--- Exercise data Enclosed Below ---
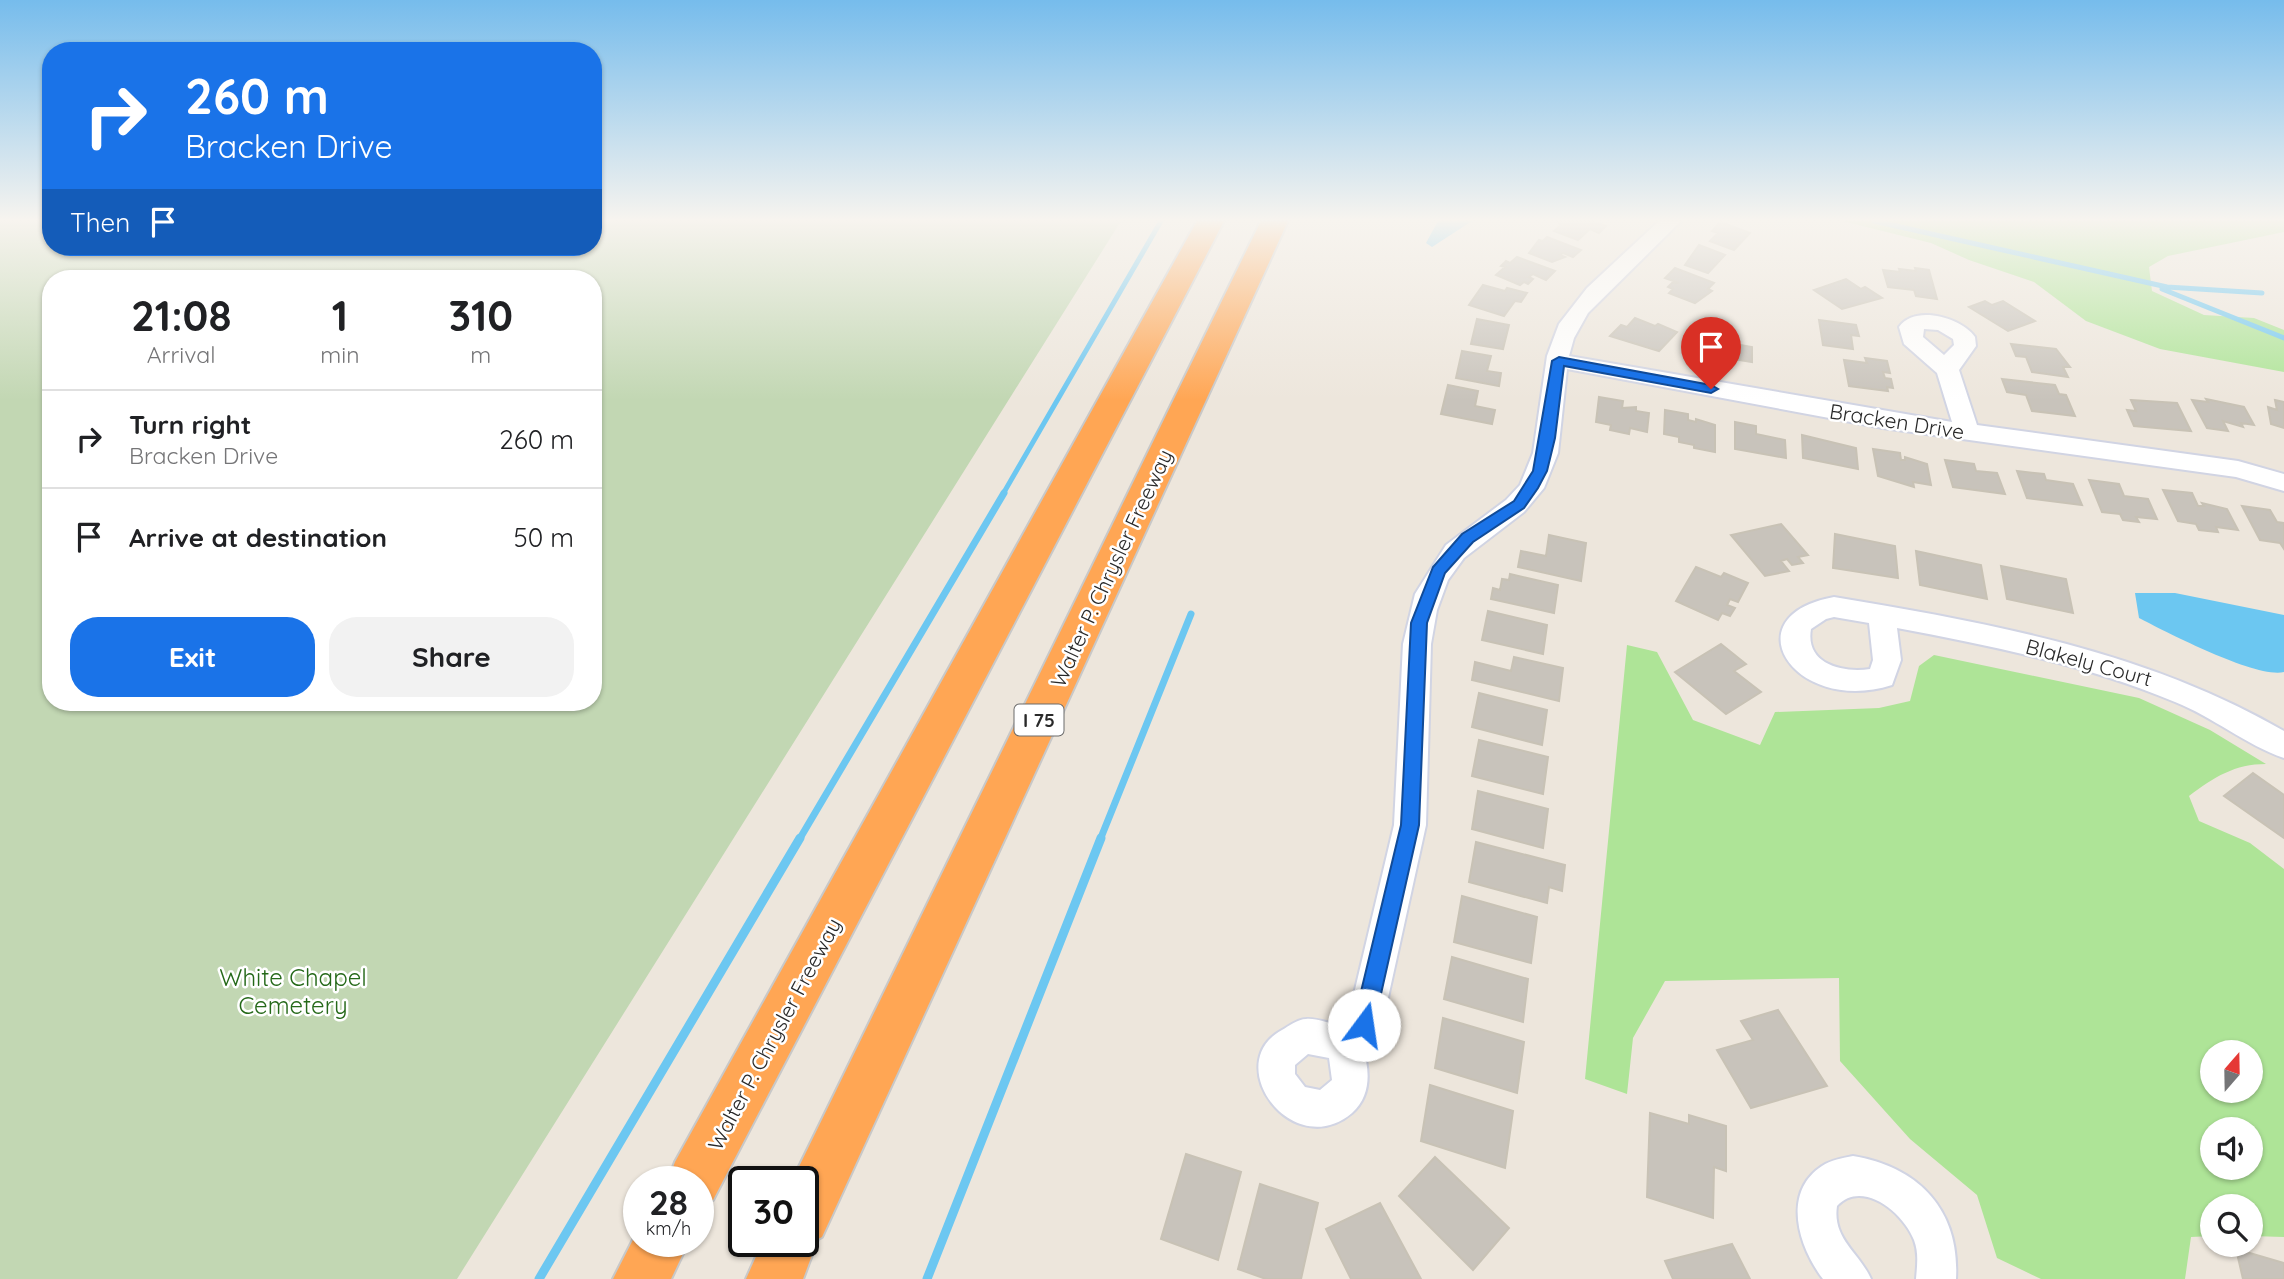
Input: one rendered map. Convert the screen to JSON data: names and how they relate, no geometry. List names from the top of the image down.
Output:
{
  "streets": {
    "highway": ["Walter P. Chrysler Freeway", "I 75"],
    "street": ["Bracken Drive", "Blakely Court"]
  },
  "parks": ["White Chapel Cemetery"],
  "north": "top",
  "page": {
    "turn": ["260 m", "Bracken Drive"],
    "then": "Then",
    "eta": [
      "21:08",
      "Arrival",
      "1",
      "min",
      "310",
      "m"
    ],
    "list": [
      {
        "name": "Turn right",
        "note": "Bracken Drive",
        "value": "260 m"
      },
      {
        "name": "Arrive at destination",
        "value": "50 m"
      }
    ],
    "buttons": ["Exit", "Share"],
    "speed": "28 km/h",
    "limit": "30"
  }
}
--- End of Enclosed Exercise data ---
Problem details :: Could the data above be copied out exactly, with no pictures kept?

Solution for this task ::
Input: one rendered map. Convert the screen to JSON data: names and how they relate, no geometry. List names from the top of the image down.
Output:
{
  "streets": {
    "highway": ["Walter P. Chrysler Freeway", "I 75"],
    "street": ["Bracken Drive", "Blakely Court"]
  },
  "parks": ["White Chapel Cemetery"],
  "north": "top",
  "page": {
    "turn": ["260 m", "Bracken Drive"],
    "then": "Then",
    "eta": [
      "21:08",
      "Arrival",
      "1",
      "min",
      "310",
      "m"
    ],
    "list": [
      {
        "name": "Turn right",
        "note": "Bracken Drive",
        "value": "260 m"
      },
      {
        "name": "Arrive at destination",
        "value": "50 m"
      }
    ],
    "buttons": ["Exit", "Share"],
    "speed": "28 km/h",
    "limit": "30"
  }
}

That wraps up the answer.